GigaCloud reports strong Q3, gives outlook on potential tariff impacts


Company says it is beating industry headwinds due to explosive growth in B2B marketplace.

EL MONTE, Calif. — GigaCloud Technology, a provider of B2B technology solutions for large parcel merchandise including furniture, reported a robust third quarter with significant top line revenue growth in addition to strength across other key financial metrics.

The company’s total revenue for the quarter was reported at $303.3 million, a 70.2% increase from $178.2 million in the third quarter of 2023, with net income reaching a record-high of $40.7 million, marking a 68.2% growth from $24.2 million a year prior.

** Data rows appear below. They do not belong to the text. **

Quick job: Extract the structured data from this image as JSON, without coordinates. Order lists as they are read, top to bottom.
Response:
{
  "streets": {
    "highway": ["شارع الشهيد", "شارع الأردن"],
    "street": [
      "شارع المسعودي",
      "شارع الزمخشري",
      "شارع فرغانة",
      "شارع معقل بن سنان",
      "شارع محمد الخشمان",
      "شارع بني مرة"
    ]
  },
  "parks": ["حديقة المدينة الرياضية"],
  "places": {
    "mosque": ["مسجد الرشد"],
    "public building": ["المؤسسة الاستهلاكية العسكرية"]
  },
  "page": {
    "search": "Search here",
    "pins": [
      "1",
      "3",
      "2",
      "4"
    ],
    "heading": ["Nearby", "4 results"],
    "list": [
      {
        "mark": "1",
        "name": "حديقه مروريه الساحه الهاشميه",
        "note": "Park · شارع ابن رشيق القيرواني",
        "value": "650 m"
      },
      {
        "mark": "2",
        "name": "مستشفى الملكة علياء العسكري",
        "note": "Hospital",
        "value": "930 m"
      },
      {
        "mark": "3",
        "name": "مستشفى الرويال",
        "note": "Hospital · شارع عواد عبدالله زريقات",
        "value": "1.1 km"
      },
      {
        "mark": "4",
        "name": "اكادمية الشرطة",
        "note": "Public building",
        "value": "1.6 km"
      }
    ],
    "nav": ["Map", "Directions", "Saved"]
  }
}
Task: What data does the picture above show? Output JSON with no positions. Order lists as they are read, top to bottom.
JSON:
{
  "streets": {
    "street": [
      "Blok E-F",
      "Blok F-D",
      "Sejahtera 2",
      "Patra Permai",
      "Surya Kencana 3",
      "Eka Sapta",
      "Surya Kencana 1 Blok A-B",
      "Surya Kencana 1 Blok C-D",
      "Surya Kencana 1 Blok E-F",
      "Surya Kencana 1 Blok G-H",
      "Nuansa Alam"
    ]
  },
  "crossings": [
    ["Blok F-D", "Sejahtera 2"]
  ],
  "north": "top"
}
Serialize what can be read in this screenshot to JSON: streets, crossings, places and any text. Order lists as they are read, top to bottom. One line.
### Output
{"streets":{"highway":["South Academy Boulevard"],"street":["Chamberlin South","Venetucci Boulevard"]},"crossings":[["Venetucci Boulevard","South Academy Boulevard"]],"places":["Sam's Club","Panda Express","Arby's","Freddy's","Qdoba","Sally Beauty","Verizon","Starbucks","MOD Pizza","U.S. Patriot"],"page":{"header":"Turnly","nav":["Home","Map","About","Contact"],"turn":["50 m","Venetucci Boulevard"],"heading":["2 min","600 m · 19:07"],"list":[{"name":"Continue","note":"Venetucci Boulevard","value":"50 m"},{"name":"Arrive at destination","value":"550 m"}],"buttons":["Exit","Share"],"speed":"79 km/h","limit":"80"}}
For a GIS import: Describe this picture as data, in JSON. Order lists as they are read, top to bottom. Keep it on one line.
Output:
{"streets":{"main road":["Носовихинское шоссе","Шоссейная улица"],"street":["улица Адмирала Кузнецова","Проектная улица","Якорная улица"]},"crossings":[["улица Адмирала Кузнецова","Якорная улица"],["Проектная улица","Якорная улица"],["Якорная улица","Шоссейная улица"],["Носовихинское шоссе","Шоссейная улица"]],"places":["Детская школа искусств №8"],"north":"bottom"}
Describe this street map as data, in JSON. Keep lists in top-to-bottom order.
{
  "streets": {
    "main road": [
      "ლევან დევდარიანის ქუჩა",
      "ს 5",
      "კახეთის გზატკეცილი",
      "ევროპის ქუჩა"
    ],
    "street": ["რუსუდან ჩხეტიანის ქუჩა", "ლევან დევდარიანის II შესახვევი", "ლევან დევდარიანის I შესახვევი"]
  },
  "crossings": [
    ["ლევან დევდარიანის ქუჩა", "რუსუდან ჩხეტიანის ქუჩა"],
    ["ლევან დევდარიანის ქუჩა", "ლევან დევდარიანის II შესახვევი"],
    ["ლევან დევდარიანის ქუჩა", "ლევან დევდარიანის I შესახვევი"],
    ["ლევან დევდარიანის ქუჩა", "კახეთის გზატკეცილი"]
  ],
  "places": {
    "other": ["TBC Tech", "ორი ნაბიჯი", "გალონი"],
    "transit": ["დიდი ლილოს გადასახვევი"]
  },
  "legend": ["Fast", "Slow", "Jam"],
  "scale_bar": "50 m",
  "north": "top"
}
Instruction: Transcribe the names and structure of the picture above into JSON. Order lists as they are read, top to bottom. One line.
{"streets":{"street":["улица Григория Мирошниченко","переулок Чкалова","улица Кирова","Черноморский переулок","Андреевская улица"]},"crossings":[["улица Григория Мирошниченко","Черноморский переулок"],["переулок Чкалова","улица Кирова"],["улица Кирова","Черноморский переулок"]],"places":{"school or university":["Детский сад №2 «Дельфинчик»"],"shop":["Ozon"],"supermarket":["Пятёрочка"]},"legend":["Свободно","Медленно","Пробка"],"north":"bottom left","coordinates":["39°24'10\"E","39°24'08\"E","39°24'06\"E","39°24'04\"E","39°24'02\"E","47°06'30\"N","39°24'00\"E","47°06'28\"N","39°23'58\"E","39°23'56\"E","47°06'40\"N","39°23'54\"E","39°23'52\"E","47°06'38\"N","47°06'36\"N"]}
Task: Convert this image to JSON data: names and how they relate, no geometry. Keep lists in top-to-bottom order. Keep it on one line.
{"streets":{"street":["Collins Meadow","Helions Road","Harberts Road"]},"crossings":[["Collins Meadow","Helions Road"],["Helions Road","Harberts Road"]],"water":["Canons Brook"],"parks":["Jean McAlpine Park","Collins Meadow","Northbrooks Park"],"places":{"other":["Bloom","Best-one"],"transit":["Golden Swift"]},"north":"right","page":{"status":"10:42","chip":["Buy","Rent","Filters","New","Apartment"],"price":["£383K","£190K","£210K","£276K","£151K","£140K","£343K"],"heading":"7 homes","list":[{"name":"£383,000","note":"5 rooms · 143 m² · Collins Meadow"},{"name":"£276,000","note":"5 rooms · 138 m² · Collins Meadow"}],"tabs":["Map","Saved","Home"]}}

GigaCloud’s gross profit for the quarter was $77.3 million, a 58.1% increase from the prior year, with a gross margin of 25.5%. Net income margin slightly decreased to 13.4% from 13.6% in the 2023 period, reflecting the company’s investments in growth and efficiency. The company’s diluted earnings per share rose to 98 cents, up 66.1% from 59 cents in the same quarter last year.

For the first nine months of 2024, GigaCloud’s financial performance was equally strong, with total revenues of $865.3 million, an 88.5% increase from the same period in 2023. Year-to-date net income stood at $94.8 million, a 62.1% increase from $58.5 million in the comparable period last year.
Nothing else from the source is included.